DATA SHOWN:
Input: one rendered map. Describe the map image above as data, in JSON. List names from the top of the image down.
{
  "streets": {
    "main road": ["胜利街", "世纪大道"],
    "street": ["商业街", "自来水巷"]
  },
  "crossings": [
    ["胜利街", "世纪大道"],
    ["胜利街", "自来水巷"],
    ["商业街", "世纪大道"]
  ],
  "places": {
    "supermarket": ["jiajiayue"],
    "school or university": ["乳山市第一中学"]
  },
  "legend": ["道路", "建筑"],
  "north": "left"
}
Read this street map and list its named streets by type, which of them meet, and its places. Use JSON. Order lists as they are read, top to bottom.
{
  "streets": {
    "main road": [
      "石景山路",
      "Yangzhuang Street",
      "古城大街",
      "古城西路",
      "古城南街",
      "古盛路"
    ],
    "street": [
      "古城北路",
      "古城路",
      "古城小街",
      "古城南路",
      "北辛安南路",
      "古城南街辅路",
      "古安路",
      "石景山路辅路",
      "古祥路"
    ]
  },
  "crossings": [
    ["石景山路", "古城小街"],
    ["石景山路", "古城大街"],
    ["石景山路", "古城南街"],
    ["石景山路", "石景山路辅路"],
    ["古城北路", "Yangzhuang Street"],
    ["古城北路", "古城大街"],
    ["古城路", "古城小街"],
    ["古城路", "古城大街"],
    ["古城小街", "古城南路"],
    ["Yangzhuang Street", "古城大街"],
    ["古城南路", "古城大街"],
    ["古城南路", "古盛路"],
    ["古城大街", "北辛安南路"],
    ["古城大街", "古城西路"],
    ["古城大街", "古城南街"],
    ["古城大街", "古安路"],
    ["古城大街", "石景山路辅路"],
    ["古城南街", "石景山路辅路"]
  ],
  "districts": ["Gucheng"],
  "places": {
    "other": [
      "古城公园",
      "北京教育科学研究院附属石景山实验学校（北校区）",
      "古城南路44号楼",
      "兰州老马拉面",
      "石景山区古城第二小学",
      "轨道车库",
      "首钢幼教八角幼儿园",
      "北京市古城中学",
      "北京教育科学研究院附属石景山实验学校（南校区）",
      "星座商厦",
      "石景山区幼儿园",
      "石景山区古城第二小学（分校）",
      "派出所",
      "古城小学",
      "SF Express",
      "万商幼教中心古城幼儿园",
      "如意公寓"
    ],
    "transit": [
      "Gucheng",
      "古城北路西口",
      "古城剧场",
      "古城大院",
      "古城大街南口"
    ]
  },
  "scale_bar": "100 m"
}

INSTRUCTIONS TO FOLLOW: The entire listing is to be printed once more, word for word.

YOUR SOLUTION:
Input: one rendered map. Describe the map image above as data, in JSON. List names from the top of the image down.
{
  "streets": {
    "main road": ["胜利街", "世纪大道"],
    "street": ["商业街", "自来水巷"]
  },
  "crossings": [
    ["胜利街", "世纪大道"],
    ["胜利街", "自来水巷"],
    ["商业街", "世纪大道"]
  ],
  "places": {
    "supermarket": ["jiajiayue"],
    "school or university": ["乳山市第一中学"]
  },
  "legend": ["道路", "建筑"],
  "north": "left"
}
Read this street map and list its named streets by type, which of them meet, and its places. Use JSON. Order lists as they are read, top to bottom.
{
  "streets": {
    "main road": [
      "石景山路",
      "Yangzhuang Street",
      "古城大街",
      "古城西路",
      "古城南街",
      "古盛路"
    ],
    "street": [
      "古城北路",
      "古城路",
      "古城小街",
      "古城南路",
      "北辛安南路",
      "古城南街辅路",
      "古安路",
      "石景山路辅路",
      "古祥路"
    ]
  },
  "crossings": [
    ["石景山路", "古城小街"],
    ["石景山路", "古城大街"],
    ["石景山路", "古城南街"],
    ["石景山路", "石景山路辅路"],
    ["古城北路", "Yangzhuang Street"],
    ["古城北路", "古城大街"],
    ["古城路", "古城小街"],
    ["古城路", "古城大街"],
    ["古城小街", "古城南路"],
    ["Yangzhuang Street", "古城大街"],
    ["古城南路", "古城大街"],
    ["古城南路", "古盛路"],
    ["古城大街", "北辛安南路"],
    ["古城大街", "古城西路"],
    ["古城大街", "古城南街"],
    ["古城大街", "古安路"],
    ["古城大街", "石景山路辅路"],
    ["古城南街", "石景山路辅路"]
  ],
  "districts": ["Gucheng"],
  "places": {
    "other": [
      "古城公园",
      "北京教育科学研究院附属石景山实验学校（北校区）",
      "古城南路44号楼",
      "兰州老马拉面",
      "石景山区古城第二小学",
      "轨道车库",
      "首钢幼教八角幼儿园",
      "北京市古城中学",
      "北京教育科学研究院附属石景山实验学校（南校区）",
      "星座商厦",
      "石景山区幼儿园",
      "石景山区古城第二小学（分校）",
      "派出所",
      "古城小学",
      "SF Express",
      "万商幼教中心古城幼儿园",
      "如意公寓"
    ],
    "transit": [
      "Gucheng",
      "古城北路西口",
      "古城剧场",
      "古城大院",
      "古城大街南口"
    ]
  },
  "scale_bar": "100 m"
}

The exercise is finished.